I've worked on all levels of the software stack, from defining strategy to shaping projects to designing interfaces to writing code to marketing.
In 2003 I was on the team of three at 37signals that created Basecamp and deeply influenced the early software-as-a-service industry. Over 17 years, I designed features used by millions and invented processes our teams used to design, develop and ship software. Always looking to understand the bigger picture, my role evolved from UI Designer to Product Manager to Head of Strategy.
At each step, I had to solve problems in a new field using methods that aren't taught in schools. This led me to acquire a unique toolkit of research and strategy tools to "see in the dark" when no one else knew where to go.
My expertise lies in the zone between the demand and the supply side. I figure out what potential customers are struggling to do, map that to technical expertise, then shape a product concept that teams can implement.
In 2019, I wrote a book about managing software development: Shape Up: Stop Running in Circles and Ship Work that Matters. Widely read by leaders in the industry, Shape Up changed the way many software teams talk about shaping projects, making bets, and targeting unknowns.
Most recently, in 2021, I founded Felt Presence to help product teams stop running in circles and regain the thrill of building.
I've been mentored by the best of the best.
Jason Fried honed my intuition for product design through years of working side-by-side. He challenged me to simplify and eliminate until I constantly made choices about what mattered: what to elevate and what to push back, what to include and what to leave out.

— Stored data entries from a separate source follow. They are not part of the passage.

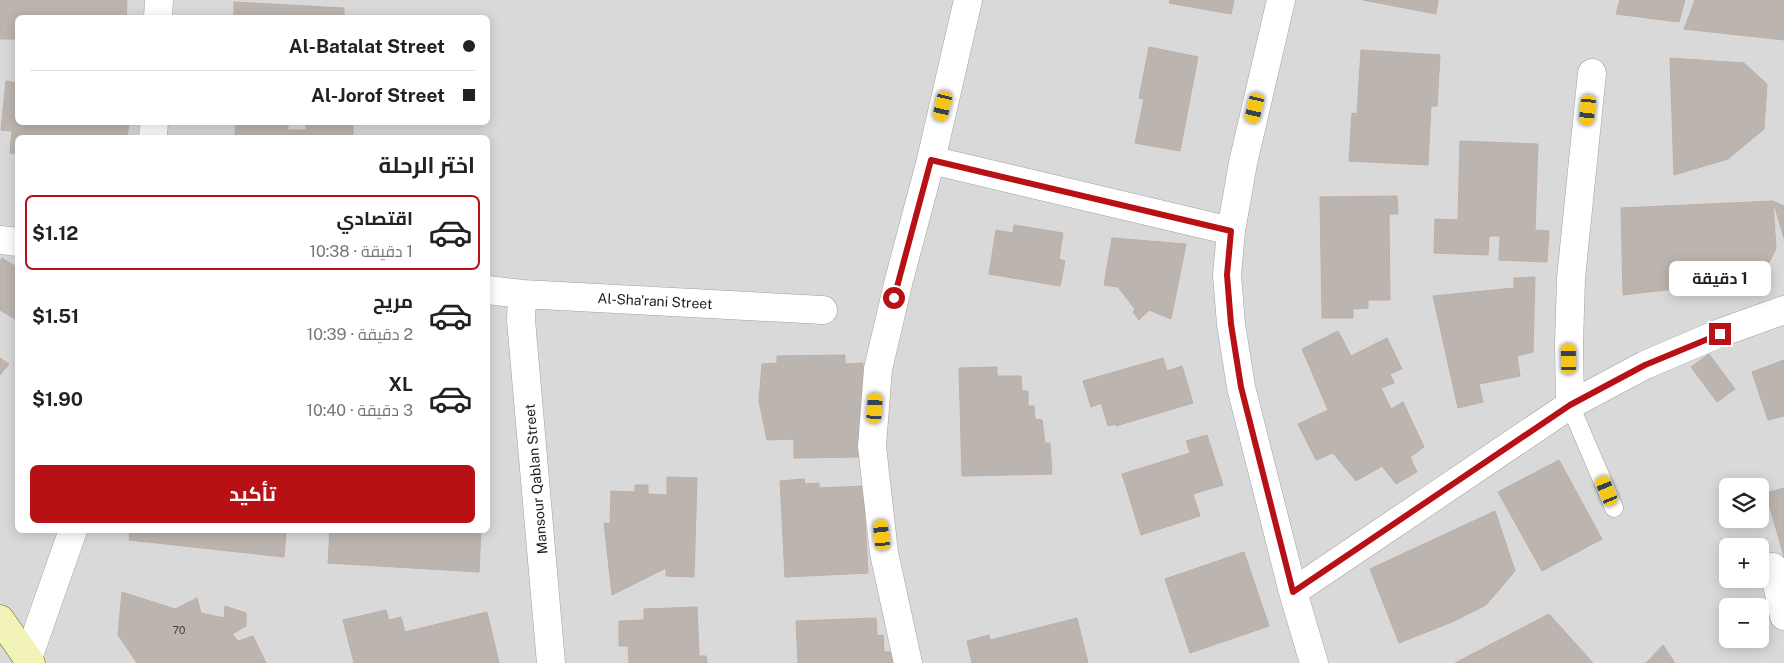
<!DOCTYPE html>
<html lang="ar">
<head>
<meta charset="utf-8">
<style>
	body { margin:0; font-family:"Public Sans",Cairo,sans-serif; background:#f2f2f2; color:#222; direction:rtl; height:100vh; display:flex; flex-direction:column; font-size:19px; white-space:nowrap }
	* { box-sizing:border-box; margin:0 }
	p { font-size:16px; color:#767676 }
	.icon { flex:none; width:28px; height:28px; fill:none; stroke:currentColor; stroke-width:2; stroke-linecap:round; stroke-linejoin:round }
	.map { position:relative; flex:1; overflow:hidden; direction:ltr }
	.side { position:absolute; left:15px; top:135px; width:475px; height:398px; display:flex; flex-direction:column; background:#fff; border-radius:8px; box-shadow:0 2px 12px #0003; direction:rtl }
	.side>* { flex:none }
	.hud { position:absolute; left:15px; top:15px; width:475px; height:110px; border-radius:8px; box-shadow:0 2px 12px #0003; direction:rtl; display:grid; align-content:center; height:110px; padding:0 15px; background:#fff }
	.buttons { position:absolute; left:1719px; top:478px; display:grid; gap:10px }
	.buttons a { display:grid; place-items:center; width:50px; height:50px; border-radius:8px; background:#fff; box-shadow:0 2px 12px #0003; font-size:25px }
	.end { position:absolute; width:22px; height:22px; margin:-11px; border:6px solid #b71116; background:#fff; box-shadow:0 0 0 2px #fff }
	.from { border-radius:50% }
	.bubble { position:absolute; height:35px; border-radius:8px; background:#fff; box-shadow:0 2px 12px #0003; font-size:16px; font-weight:700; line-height:35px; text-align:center; direction:rtl }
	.car { position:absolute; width:15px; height:30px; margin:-15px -8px; border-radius:6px; box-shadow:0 0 4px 1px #0007; background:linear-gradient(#f5c518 24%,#345 0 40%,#f5c518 0 76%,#345 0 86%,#f5c518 0) }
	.hud b { display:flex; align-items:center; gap:18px; height:48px; font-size:19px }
	.hud b+b { border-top:1px solid #e0e0e0 }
	.hud i { width:12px; height:12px; background:#222 }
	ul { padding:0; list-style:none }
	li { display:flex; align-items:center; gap:15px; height:75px; margin:0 10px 8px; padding:0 5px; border:2px solid transparent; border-radius:8px }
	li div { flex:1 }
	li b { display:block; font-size:19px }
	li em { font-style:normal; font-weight:700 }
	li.active { border-color:#b71116 }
	li>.icon { width:45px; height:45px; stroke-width:1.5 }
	h2 { padding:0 15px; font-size:22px; line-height:60px }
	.action { display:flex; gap:10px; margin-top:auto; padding:10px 15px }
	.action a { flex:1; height:58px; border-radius:8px; background:#b71116; color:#fff; font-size:20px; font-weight:700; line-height:58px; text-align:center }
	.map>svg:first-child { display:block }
	.residential { fill:#dad9d9; fill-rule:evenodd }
	.building { fill:#bcb5af; stroke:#bdafa6 }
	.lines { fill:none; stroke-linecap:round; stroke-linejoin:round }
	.lane-casing { stroke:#a0a0a0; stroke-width:19 }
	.street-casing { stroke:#a0a0a0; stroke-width:29 }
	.secondary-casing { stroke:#61680e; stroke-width:29 }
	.lane { stroke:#fff; stroke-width:18 }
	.street { stroke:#fff; stroke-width:28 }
	.secondary { stroke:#f2f3b9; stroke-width:28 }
	.route { stroke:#b71116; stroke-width:6 }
	.labels { text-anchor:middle; stroke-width:4; stroke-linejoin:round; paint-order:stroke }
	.number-label { font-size:11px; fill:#444241 }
	.street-label { font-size:14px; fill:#1c1c1c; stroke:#fff }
</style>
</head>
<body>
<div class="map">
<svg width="1784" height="663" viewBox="0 0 1784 663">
	<rect width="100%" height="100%" fill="#ece9e2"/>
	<path class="residential" d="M0,0H1784V663H0ZM18,18H488V122H18ZM18,138H488V530H18ZM1728,486H1760V519H1728ZM1728,546H1760V579H1728ZM1728,606H1760V639H1728Z"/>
	<path class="building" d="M0,0H127L126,18H18V39H0Z
		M1170,0H1234L1231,14L1169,3Z
		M1363,0H1438L1436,14Z
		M1620,0H1685L1679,22L1616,14Z
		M1695,0H1784V40L1684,29Z
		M234,2L344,8V18H234Z
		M1149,47L1198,57L1180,151L1135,143L1144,99L1139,98Z
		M1361,50L1440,55L1437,106H1431L1428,165L1349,161L1352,113L1357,114Z
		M1670,58L1744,63L1767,84L1764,129L1728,159L1674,175Z
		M6,81L18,83V122H129L127,138H18V154L10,153L12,131L1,130Z
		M236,122H288V130H306V122H353V138H235Z
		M1460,141L1538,144L1535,230L1549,231L1547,262L1499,260L1500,236H1489L1488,255L1434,253L1435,219L1458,220Z
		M1397,196L1398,214H1389L1390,300H1368V308L1353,309V318H1322L1320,197Z
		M1773,201L1776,249L1760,279L1623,295L1621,208Z
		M1773,201L1784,206V238Z
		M1014,225L1063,233L1059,259L1065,261L1060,286L989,274L996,230L1013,233Z
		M1112,238L1186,244L1171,319L1149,310L1139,320L1133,312L1135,309L1118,287L1104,285Z
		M2,258L18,268V321L0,310V262Z
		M1535,277L1533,352L1517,356L1520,376L1479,384L1483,402L1458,408L1433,296L1514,288V278Z
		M1338,331L1351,356L1387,338L1402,369L1390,374L1394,383L1381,388L1391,409L1403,402L1424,447L1410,457L1417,472L1396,484L1382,466L1356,481L1333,453L1316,460L1298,424L1328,410L1302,349Z
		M1709,354L1735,389L1717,402L1691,367Z
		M845,355V364L863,363L865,445H859V457L794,458V439L767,440L759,401L762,364L777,363V356Z
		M0,358L9,364L0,375Z
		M1163,358L1167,371L1182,366L1193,403L1116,426V424L1108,426L1101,403L1091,407L1083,381Z
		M1784,360V416L1768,420L1752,372Z
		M997,367V376H1021L1022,391H1028V406H1034L1035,419L1042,420L1045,443H1050L1052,474L962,476L959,368Z
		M1207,435L1223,485L1193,494L1200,516L1141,535L1122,474L1190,453L1186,441Z
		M1559,460L1602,539L1542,571L1498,492Z
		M667,477L697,478L694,577L666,576V568L612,595L604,523L610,524L611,491L635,492V485H648V494L667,495Z
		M804,479L805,484L819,483V488L863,486L868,573L785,577L780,481Z
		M1784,488V557L1766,493Z
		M1495,511L1515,571L1486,605L1452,622L1399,643L1370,569Z
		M130,530H286L284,557L129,540Z
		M330,530H481L479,572L328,563Z
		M1244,552L1269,626L1190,653L1165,579Z
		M122,592L175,609L197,598L201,613L224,618L225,606L246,613V626L232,634L238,641L253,636L266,663H137L118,635Z
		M697,607L699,656H706L707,663H629L628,646H619V621L644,620V609Z
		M386,610L389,620L401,617L405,632L487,612L499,663H354L343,620Z
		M1549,614L1593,663H1455Z
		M876,618L877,636L883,635L884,652H893L894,663H798L796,621Z
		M1077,618L1088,663H972L967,641L989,635L990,640Z
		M1663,645L1675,663H1646Z"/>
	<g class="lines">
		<defs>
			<path id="lane" d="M1570,405L1614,508"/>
			<path id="street" d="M1281,0L1243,163L1231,231L1227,275L1231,324L1241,387L1293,592L1314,663
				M158,18L159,0
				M153,138L154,122
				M931,160L1231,231
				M0,240L18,242
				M488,290L522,294L823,310
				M522,294L521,320L551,663
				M1570,405L1569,344L1571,278L1592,73
				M1773,567L1784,616
				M1293,592L1570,405L1645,365L1720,333L1784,310
				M28,658L73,530
				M908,663L884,553L872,446L878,369L899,280L931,160L968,0"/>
			<path id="secondary" d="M0,619L31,663"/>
		</defs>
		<use href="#lane" class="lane-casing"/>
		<use href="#street" class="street-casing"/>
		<use href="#secondary" class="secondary-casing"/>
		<use href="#lane" class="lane"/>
		<use href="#street" class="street"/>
		<use href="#secondary" class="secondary"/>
	</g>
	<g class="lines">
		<path class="route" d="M894,298L931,160L1231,231L1227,275L1231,324L1241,387L1293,592L1570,405L1645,365L1720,334"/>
	</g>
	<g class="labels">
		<g class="number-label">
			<text x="179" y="634">70</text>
		</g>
		<g class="street-label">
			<text transform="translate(655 301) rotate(3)" y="5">Al-Sha'rani Street</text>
			<text transform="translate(536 479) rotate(-95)" y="5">Mansour Qablan Street</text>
		</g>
	</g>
</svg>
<div class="buttons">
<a><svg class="icon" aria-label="layers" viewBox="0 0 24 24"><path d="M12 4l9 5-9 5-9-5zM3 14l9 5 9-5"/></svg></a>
<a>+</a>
<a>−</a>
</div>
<i class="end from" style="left:894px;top:298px"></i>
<i class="end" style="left:1720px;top:334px"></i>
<div class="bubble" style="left:1669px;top:261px;width:102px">1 دقيقة</div>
<i class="car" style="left:943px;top:106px;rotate:193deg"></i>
<i class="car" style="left:1255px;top:108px;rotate:193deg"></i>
<i class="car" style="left:1588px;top:110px;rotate:186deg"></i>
<i class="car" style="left:1569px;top:359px;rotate:359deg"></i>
<i class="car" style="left:875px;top:408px;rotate:4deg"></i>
<i class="car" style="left:1607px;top:491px;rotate:337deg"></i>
<i class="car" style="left:882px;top:535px;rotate:354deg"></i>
<div class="hud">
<b><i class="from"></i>Al-Batalat Street</b>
<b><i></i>Al-Jorof Street</b>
</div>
<section class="side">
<h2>اختر الرحلة</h2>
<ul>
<li class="active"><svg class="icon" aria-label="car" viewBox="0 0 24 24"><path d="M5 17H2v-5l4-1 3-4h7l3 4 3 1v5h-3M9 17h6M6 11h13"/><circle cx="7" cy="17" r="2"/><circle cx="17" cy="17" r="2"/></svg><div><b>اقتصادي</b><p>1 دقيقة · 10:38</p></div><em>$1.12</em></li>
<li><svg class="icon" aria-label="car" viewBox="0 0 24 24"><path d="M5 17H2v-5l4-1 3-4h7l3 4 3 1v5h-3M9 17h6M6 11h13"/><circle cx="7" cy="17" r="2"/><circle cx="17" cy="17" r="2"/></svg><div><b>مريح</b><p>2 دقيقة · 10:39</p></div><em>$1.51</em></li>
<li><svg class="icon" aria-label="car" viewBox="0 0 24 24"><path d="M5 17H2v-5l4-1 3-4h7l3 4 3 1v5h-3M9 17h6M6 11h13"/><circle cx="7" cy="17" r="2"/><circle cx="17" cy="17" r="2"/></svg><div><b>XL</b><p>3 دقيقة · 10:40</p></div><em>$1.90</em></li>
</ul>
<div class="action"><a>تأكيد</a></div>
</section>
</div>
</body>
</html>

David Heinemeier Hansson and Basecamp's early core of programmers schooled me in software design practices, especially the art of separating concerns and designing code to be read by the human over the computer. I learned to program in the tradition of people they looked up to, like Kent Beck, Martin Fowler and the Pragmatic Programmers.
Bob Moesta, co-creator of the Jobs To Be Done framework with Clayton Christensen, personally trained me in demand-side interview methods, demand-side research and system design techniques. I consider myself lucky to have received insights passed down to him from one of his mentors, Genichi Taguchi, on the role of function and variability in the design of systems and quality measures.